Officeworks hops on voice interface bandwagon with Google Assistant integration

Office products retailer becomes the second Australian brand this week to launch its own voice interface integration

Officeworks has become the second retailer this week to jump onto the voice interaction bandwagon, announcing an integration with Google Assistant that will allow consumers to engage with its products and brand via voice-activated devices.

The integration is across Google Home and Google Home Mini as well as compatible Android and iOS smartphones, and allows consumers to search product information on 35,000 SKUs, check product availability in-store, confirm store locations and trading hours via voice. To do this, consumers say ‘Ok Google, talk to Officeworks’ to their compatible voice device.

Once consumers have interacted, they can step through and place an order on the Officeworks website. The retailer’s customer experience and ecommerce manager, David Pisker, said integrating with Google Assistant is ongoing proof of its commitment to omni-channel retailing.

“We are excited to provide customers with another way to engage with our brand anywhere, anytime and in any way they want,” he said. “It’s easier than ever to manage different aspects of your home and office ahead of time, or from a remote location. Our aim is to educate Australians on how this smart technology can benefit their everyday lives.”

It’s the latest step in a series of initiatives launched by Officeworks to bring digital enablement into the retail experience. In November, the company also launched a free two-hour click-and-collect service.

Officeworks partnered with digital agency, First, on the integration. First head of operations, Matt Ware, labelled voice the next stage of how people will explore the Web and interact with brands and companies.

“Already, 20 per cent of search on Google is performed via voice and this will grow to over 50 per cent by 2020,” he said. “Companies, like Officeworks, who adopt this medium early, will be well ahead of their competitors in terms of understanding how their customers want to talk with them and what answers to give in return to assist. We are very excited to be working with Officeworks to bring such an innovative tool to market.”

Voice-based retailing is also in the sights of eBay, which announced its own integration with Google Assistant earlier this week.

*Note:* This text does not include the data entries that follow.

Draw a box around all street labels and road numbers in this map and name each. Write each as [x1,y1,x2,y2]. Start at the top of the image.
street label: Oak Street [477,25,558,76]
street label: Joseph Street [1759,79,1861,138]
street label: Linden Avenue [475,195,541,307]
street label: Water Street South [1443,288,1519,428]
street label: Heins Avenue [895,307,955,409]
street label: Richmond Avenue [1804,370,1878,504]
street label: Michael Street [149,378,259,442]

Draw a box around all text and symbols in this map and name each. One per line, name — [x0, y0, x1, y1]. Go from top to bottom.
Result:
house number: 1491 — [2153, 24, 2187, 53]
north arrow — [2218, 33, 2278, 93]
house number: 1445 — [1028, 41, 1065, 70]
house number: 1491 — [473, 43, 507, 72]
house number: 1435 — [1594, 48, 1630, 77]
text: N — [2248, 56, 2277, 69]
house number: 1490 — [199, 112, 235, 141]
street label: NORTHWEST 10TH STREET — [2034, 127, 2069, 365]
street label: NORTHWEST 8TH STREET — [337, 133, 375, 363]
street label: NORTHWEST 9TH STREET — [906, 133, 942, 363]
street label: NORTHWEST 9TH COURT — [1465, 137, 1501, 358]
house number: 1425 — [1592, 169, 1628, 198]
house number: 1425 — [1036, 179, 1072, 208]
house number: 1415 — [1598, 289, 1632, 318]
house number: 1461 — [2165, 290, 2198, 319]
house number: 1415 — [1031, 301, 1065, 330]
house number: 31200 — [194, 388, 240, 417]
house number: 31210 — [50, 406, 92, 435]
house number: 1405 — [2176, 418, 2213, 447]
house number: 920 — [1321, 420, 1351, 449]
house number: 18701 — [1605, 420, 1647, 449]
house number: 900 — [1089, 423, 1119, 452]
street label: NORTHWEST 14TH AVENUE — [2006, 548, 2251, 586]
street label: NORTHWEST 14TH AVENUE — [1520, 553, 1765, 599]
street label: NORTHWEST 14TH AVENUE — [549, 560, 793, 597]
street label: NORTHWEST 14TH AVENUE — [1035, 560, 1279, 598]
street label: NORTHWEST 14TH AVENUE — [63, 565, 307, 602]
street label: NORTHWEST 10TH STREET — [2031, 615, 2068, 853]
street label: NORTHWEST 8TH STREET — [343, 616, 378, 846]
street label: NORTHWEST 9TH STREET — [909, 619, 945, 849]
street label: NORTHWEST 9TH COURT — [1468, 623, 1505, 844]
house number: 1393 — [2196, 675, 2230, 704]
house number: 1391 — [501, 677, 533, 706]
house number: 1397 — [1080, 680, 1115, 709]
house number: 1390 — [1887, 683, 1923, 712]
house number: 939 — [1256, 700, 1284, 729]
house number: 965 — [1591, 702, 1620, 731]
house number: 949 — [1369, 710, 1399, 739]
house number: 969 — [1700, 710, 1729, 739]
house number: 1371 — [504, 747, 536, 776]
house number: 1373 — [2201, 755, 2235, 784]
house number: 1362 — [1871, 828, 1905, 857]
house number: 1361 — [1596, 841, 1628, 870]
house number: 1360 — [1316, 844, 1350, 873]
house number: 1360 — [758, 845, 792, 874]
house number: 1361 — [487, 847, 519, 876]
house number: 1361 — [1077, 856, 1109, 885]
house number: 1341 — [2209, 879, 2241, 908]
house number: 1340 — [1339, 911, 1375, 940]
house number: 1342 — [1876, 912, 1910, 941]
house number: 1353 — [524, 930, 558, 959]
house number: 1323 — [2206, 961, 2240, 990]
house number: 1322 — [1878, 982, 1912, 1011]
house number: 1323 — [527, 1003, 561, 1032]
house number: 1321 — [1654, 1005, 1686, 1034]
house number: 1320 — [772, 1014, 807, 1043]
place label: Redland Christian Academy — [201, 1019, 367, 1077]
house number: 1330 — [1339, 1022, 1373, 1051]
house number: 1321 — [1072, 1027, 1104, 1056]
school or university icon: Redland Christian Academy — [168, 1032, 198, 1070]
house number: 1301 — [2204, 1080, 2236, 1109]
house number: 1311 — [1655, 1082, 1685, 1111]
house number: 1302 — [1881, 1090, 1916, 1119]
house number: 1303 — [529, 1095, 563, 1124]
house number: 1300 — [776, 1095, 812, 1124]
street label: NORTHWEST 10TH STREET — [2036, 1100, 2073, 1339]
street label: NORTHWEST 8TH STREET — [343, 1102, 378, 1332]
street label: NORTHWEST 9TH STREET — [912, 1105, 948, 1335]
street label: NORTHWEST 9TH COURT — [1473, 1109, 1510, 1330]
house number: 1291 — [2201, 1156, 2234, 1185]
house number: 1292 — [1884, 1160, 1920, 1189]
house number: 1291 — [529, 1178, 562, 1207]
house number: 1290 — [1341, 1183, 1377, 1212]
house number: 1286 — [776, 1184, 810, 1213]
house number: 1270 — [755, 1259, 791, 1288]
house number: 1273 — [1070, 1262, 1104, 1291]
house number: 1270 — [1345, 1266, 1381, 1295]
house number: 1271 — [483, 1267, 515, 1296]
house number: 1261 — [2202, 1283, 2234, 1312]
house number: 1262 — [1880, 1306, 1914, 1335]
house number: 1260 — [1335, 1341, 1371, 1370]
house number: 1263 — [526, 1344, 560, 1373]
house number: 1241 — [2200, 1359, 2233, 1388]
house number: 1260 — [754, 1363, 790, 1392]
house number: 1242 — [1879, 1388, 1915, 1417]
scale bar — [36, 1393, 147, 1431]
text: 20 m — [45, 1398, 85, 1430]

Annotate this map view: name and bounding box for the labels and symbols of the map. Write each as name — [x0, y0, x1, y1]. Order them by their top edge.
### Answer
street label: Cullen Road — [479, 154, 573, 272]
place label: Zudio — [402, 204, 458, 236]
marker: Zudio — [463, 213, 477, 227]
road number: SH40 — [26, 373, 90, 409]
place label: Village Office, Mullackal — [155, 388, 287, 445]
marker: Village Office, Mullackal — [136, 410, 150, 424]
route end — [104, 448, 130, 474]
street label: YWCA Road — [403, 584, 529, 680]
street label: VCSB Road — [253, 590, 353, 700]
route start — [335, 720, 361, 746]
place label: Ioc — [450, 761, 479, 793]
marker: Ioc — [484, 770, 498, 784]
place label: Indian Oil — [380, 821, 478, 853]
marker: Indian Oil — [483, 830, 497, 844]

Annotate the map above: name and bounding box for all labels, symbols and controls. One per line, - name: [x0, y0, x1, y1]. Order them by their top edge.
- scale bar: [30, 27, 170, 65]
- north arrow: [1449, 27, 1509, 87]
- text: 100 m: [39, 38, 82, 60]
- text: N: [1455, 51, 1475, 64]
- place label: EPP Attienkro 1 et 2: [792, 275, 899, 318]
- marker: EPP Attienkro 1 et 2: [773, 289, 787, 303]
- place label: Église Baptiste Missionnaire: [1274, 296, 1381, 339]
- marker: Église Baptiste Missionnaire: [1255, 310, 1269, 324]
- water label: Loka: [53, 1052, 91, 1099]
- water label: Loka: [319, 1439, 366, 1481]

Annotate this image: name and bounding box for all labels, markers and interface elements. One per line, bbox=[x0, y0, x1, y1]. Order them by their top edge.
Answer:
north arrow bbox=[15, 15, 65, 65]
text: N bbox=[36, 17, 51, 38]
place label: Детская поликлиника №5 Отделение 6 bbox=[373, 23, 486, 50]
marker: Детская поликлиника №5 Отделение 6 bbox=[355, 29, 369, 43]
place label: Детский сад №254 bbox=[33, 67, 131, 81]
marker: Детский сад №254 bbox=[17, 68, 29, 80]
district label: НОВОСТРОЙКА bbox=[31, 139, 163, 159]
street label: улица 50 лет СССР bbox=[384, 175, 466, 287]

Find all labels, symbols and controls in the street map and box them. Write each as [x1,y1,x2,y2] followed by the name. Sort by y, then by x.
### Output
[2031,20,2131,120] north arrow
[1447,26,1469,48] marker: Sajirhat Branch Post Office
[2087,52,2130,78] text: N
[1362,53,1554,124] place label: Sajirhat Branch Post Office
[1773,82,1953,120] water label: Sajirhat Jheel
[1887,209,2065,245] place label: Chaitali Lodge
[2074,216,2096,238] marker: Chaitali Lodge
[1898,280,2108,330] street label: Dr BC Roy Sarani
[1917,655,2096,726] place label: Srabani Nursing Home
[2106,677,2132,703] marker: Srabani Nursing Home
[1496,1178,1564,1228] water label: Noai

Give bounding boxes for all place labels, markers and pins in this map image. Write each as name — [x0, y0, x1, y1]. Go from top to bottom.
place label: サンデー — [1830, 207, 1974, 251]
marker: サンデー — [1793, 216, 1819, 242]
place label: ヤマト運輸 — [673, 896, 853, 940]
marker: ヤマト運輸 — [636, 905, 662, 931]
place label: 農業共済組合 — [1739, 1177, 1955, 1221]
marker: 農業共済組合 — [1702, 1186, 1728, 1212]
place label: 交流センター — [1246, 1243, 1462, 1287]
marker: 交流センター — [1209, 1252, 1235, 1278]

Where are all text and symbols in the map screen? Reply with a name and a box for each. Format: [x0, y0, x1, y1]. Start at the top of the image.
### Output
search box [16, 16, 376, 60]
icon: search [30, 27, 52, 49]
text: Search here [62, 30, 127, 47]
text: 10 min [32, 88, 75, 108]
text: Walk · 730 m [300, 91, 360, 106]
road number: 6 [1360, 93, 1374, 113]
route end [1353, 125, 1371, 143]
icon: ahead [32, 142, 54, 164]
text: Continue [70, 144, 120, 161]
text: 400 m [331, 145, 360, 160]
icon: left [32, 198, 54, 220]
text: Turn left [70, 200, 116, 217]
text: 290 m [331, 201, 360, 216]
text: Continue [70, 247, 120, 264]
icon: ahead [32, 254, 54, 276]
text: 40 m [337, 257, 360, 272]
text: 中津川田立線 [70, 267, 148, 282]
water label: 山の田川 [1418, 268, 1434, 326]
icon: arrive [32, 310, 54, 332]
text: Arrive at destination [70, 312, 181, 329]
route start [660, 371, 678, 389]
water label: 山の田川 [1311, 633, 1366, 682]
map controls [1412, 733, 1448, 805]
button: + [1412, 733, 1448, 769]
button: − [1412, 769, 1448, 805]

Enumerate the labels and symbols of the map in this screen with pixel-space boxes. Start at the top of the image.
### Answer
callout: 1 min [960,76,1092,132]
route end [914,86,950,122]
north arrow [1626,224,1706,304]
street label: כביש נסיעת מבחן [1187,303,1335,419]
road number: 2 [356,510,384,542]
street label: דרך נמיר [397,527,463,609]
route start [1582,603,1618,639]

The partnership allows consumers to search its 60 million product listings via compatible Google Home speakers and smartphones.

The voice-based era is rapidly coming upon on. In its recent JWT Intelligence Speak Easy research, J Walter Thompson found 73 per cent of global consumers surveyed agreed they’d use voice-based assistants all the time if they could understand them properly and speak back to them as well as a human can.

In a presentation earlier this week to local brands, Google strategist, Sam Payne, said the decision on what a brand’s ‘voice’ should sounds like is a significant one for all companies to start debating.

From his early experiences developing voice for brands, Payne said there are a number of considerations already that need to be considered. These include brand personality, consumer privacy, and the contextual quality of conversations.

“That point in which we moved from copy-led communications to something that’s much more graphic, and made choices about paring back the articulation of language and speaking more visually – that is potentially comparable to what we’ve about to see with voice,” he said.